Location: Lac Courte Oreilles Ojibwe University in Hayward, WI
Tickets available at the door! $20, cash or check only.
Paul DeMain also known as Skabewis, (Oneida/Ojibwe) is a Bear Clan Citizen of the Oneida Nation of Wisconsin. A former news editor, DeMain is currently the Chairman of Honor The Earth, and a Board member of Akiing 8th Fire, both organizations involved in community organizing, land back programs with Indigenous based projects involved with hemp, thermal solar and agricultural farming programs.

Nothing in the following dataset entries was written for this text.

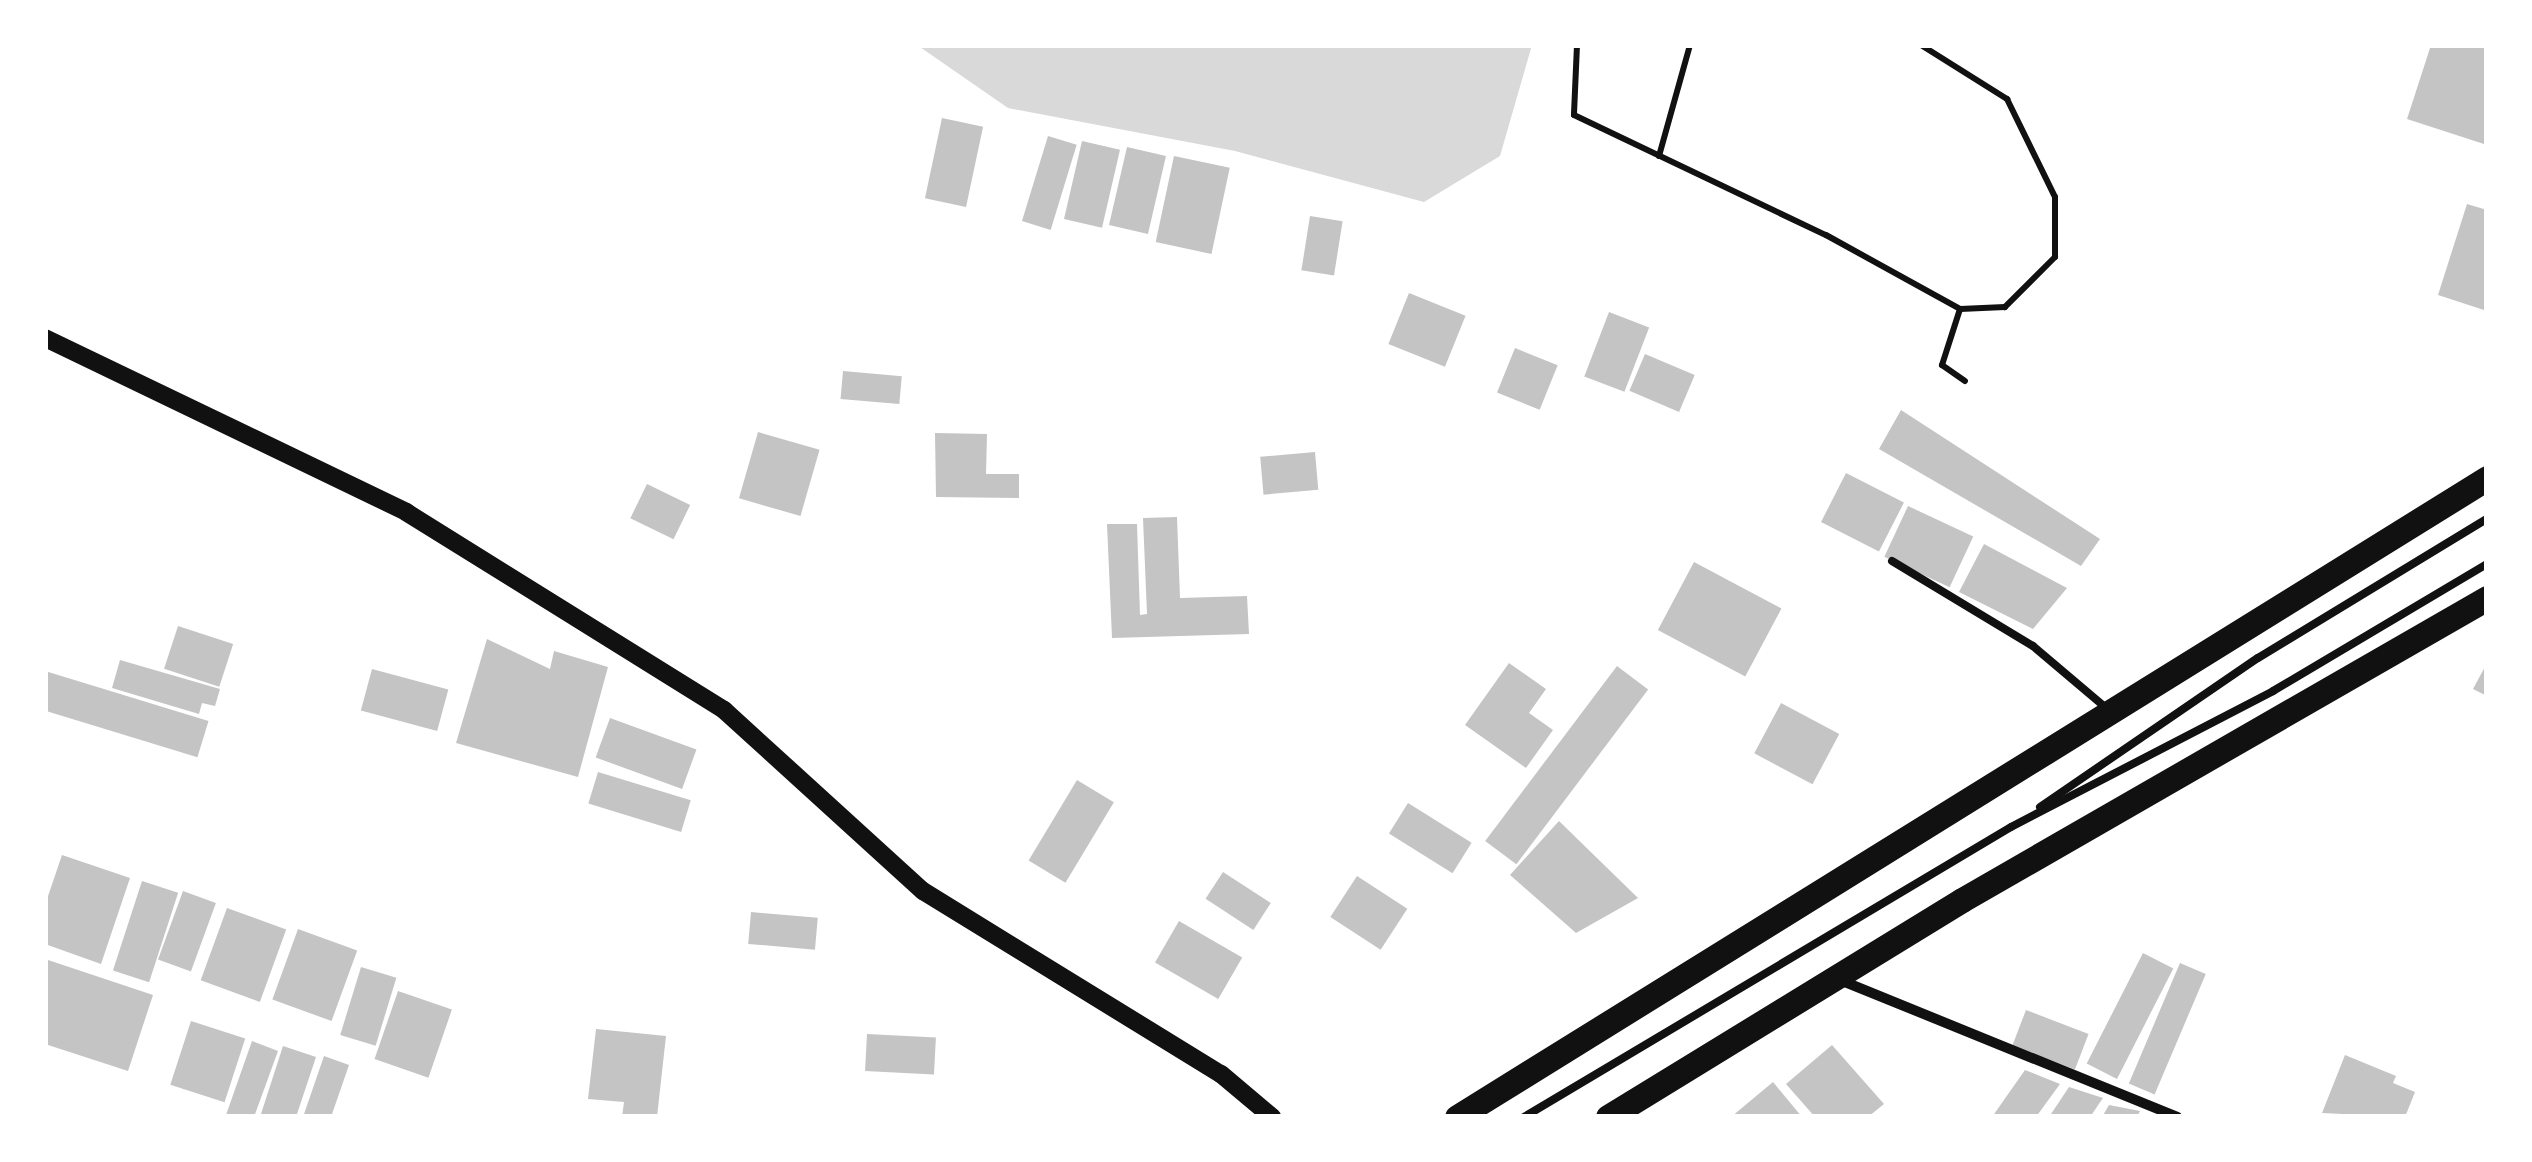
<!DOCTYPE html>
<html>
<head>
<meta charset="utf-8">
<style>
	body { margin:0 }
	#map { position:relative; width:2532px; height:1162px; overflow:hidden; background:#fff; font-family:"Fira Sans Condensed",sans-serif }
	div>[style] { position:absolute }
	.water>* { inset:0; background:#d9d9d9 }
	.building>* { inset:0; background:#c4c4c4; transform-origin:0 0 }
	.path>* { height:6px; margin:-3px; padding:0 3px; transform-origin:3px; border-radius:3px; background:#111 }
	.service>* { height:8px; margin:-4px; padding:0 4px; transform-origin:4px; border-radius:4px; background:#111 }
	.minor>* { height:10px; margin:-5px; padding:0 5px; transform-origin:5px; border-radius:5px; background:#111 }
	.tertiary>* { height:18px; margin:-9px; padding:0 9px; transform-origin:9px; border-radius:9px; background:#111 }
	.primary>* { height:25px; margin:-12.5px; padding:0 12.5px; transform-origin:12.5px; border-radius:12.5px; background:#111 }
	span { translate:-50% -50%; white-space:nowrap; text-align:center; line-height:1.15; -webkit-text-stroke:10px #fff; paint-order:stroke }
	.frame { position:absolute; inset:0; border:48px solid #fff; pointer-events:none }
</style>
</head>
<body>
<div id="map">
	<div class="water">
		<div style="clip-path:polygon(917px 45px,1532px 45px,1500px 156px,1424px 202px,1235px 151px,1008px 108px)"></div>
	</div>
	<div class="building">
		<div style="clip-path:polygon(2431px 45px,2487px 45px,2487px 145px,2407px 119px)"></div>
		<div style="left:942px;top:118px;width:42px;height:82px;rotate:12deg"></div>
		<div style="left:1048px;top:136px;width:30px;height:89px;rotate:17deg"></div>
		<div style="left:1082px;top:141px;width:39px;height:80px;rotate:13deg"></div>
		<div style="left:1127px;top:147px;width:40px;height:80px;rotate:13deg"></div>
		<div style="left:1174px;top:156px;width:57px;height:88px;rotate:12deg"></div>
		<div style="clip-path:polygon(2467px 204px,2487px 210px,2487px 311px,2438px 295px)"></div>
		<div style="left:1310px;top:216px;width:33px;height:55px;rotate:9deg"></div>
		<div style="left:1409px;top:293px;width:61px;height:55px;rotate:22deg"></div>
		<div style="left:1609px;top:312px;width:43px;height:69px;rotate:21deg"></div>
		<div style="left:1515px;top:348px;width:46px;height:48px;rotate:22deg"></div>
		<div style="left:1645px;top:354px;width:54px;height:40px;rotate:23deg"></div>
		<div style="left:843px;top:371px;width:59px;height:28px;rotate:5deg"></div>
		<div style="clip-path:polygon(1901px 410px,2100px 539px,2081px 566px,1879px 449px)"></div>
		<div style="left:758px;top:432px;width:64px;height:69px;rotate:16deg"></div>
		<div style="clip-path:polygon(935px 433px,987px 434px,986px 474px,1019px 474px,1019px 498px,936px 497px)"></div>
		<div style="left:1315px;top:452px;width:38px;height:55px;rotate:85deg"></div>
		<div style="left:1846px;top:473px;width:65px;height:55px;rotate:27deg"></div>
		<div style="left:647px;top:484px;width:48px;height:38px;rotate:26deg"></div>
		<div style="left:1908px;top:506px;width:72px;height:56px;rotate:25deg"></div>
		<div style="clip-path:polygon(1177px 517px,1180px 598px,1247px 596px,1249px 634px,1112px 638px,1107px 524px,1137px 524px,1140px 615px,1147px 614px,1143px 518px)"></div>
		<div style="clip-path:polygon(1984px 544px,2067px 588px,2033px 629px,1959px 592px)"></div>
		<div style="left:1694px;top:562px;width:99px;height:77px;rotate:28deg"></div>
		<div style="left:178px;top:626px;width:58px;height:45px;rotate:18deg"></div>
		<div style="clip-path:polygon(487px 639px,550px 669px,554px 651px,608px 667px,578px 777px,456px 743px)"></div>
		<div style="clip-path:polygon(120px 660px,220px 689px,215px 706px,202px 703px,199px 714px,112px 688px)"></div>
		<div style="clip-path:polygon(1509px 663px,1546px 689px,1529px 713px,1553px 730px,1526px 768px,1465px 725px)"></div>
		<div style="clip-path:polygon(2487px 663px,2487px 696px,2473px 689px)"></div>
		<div style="left:1617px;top:666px;width:39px;height:219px;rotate:37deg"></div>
		<div style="left:372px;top:669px;width:79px;height:43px;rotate:15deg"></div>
		<div style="left:45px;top:671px;width:171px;height:38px;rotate:17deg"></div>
		<div style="left:1781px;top:703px;width:66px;height:57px;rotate:28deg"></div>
		<div style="left:610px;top:718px;width:92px;height:42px;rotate:20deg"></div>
		<div style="left:598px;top:772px;width:97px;height:33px;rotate:17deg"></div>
		<div style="left:1077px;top:780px;width:43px;height:94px;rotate:31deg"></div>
		<div style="left:1408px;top:803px;width:75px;height:36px;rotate:32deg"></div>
		<div style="clip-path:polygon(1559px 821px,1638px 898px,1576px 933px,1510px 875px)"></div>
		<div style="clip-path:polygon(62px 855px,130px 878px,101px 964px,45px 944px,45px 905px)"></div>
		<div style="left:1223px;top:872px;width:57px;height:32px;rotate:33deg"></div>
		<div style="left:1357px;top:876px;width:60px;height:49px;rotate:33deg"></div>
		<div style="left:142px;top:881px;width:38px;height:94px;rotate:18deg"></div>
		<div style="left:183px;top:891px;width:35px;height:73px;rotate:20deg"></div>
		<div style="left:227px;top:908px;width:63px;height:77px;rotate:20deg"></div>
		<div style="left:751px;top:912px;width:67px;height:32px;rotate:5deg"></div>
		<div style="left:1179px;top:921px;width:73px;height:48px;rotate:30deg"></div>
		<div style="left:298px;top:929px;width:63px;height:75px;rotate:20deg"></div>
		<div style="left:2143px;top:953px;width:34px;height:124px;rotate:27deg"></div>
		<div style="clip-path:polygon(45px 959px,153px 995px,128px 1071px,45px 1044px)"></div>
		<div style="left:2180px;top:963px;width:28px;height:131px;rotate:23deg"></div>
		<div style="left:361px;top:967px;width:37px;height:71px;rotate:17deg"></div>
		<div style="left:398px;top:991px;width:57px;height:72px;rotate:19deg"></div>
		<div style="left:2026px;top:1010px;width:67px;height:38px;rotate:21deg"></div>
		<div style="left:191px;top:1021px;width:57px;height:67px;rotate:18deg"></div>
		<div style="clip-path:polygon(596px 1029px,666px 1036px,657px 1117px,622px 1117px,624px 1102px,588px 1099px)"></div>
		<div style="left:867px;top:1034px;width:69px;height:37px;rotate:3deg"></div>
		<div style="clip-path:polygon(252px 1041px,278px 1051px,254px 1117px,232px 1117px,226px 1115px)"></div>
		<div style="clip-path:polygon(1832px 1045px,1884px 1104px,1868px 1117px,1815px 1117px,1786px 1084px)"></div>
		<div style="clip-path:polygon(283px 1046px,316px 1057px,296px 1117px,260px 1117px)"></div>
		<div style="clip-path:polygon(2345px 1055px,2396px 1076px,2393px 1083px,2415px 1092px,2405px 1117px,2322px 1113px)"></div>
		<div style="clip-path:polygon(324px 1056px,349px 1065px,331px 1117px,303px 1117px)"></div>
		<div style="clip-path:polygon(2025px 1070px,2060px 1084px,2036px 1117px,1992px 1117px)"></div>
		<div style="clip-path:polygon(1773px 1082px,1802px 1117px,1731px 1117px)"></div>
		<div style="clip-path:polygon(2069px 1087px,2103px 1098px,2090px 1117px,2049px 1117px)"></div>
		<div style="clip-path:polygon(2109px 1105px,2140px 1111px,2137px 1117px,2102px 1117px)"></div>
	</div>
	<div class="path">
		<div style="left:1577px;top:45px;width:70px;rotate:92.5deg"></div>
		<div style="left:1574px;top:115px;width:279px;rotate:25.5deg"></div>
		<div style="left:1826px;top:235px;width:153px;rotate:28.9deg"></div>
		<div style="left:1960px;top:309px;width:59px;rotate:107.8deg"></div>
		<div style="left:1942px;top:365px;width:28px;rotate:35deg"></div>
		<div style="left:1921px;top:45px;width:102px;rotate:32.1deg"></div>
		<div style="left:2007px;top:99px;width:109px;rotate:63.9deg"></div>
		<div style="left:2055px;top:197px;width:60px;rotate:90deg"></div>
		<div style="left:2055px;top:257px;width:71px;rotate:135deg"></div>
		<div style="left:2005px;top:307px;width:45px;rotate:177.5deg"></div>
		<div style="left:1659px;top:156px;width:115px;rotate:-74.4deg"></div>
	</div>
	<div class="service">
		<div style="left:1892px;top:561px;width:165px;rotate:31.1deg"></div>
		<div style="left:2033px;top:646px;width:94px;rotate:40.3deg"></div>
		<div style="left:2040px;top:807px;width:264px;rotate:-34.4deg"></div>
		<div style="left:2258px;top:658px;width:268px;rotate:-31.3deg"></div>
		<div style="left:1524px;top:1117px;width:567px;rotate:-30.77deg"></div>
		<div style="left:2011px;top:827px;width:295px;rotate:-27.4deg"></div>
		<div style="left:2273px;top:691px;width:249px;rotate:-30.7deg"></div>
	</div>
	<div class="minor">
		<div style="left:1840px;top:980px;width:364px;rotate:22.1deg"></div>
	</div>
	<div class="tertiary">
		<div style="left:45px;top:338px;width:401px;rotate:25.7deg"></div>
		<div style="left:406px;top:512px;width:375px;rotate:31.9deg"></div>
		<div style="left:724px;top:710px;width:269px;rotate:42.3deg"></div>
		<div style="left:923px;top:891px;width:350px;rotate:31.6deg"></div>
		<div style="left:1221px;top:1074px;width:67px;rotate:40.1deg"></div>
	</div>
	<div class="primary">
		<div style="left:1457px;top:1117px;width:1212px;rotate:-31.81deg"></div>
		<div style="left:1608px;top:1117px;width:415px;rotate:-31.5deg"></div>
		<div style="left:1962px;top:900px;width:606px;rotate:-29.91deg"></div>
	</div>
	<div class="frame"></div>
</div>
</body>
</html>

DeMain will briefly discuss several of the projects he is currently involved with on Madeline Island and the region that involve land back acquisitions and potential future conservation of important bogs, rivers and forested lands that have produced food and medicines for Native people for thousands of years.
Emily Ford sets out with Diggins, a borrowed sled dog, to become the first woman and person of color to thru-hike the 1,200-mile Ice Age Trail in winter. As the journey through subzero temperatures tests her physical and mental endurance, Emily and her canine protector develop an unbreakable bond as they embrace the unexpected kindness of strangers and discover they’ve become figureheads in the movement to make the outdoors more accessible for everyone.
In sym-bee-o-sis, scientists discover that the alliance between bees and plants depends on an unexpected third partner: microbes! But the chemicals we use in agriculture are putting this ancient partnership at risk.
The island of O'ahu is covered with coconut palms, but for fear of liability, the vast majority of these sacred trees have been stripped of coconuts. The grassroots movement "Niu Now" is on a mission to restore the "niu," or coconut, as a fundamental food crop in Hawai'i and spread the Indigenous wisdom of "aloha 'āina:" loving land and serving people.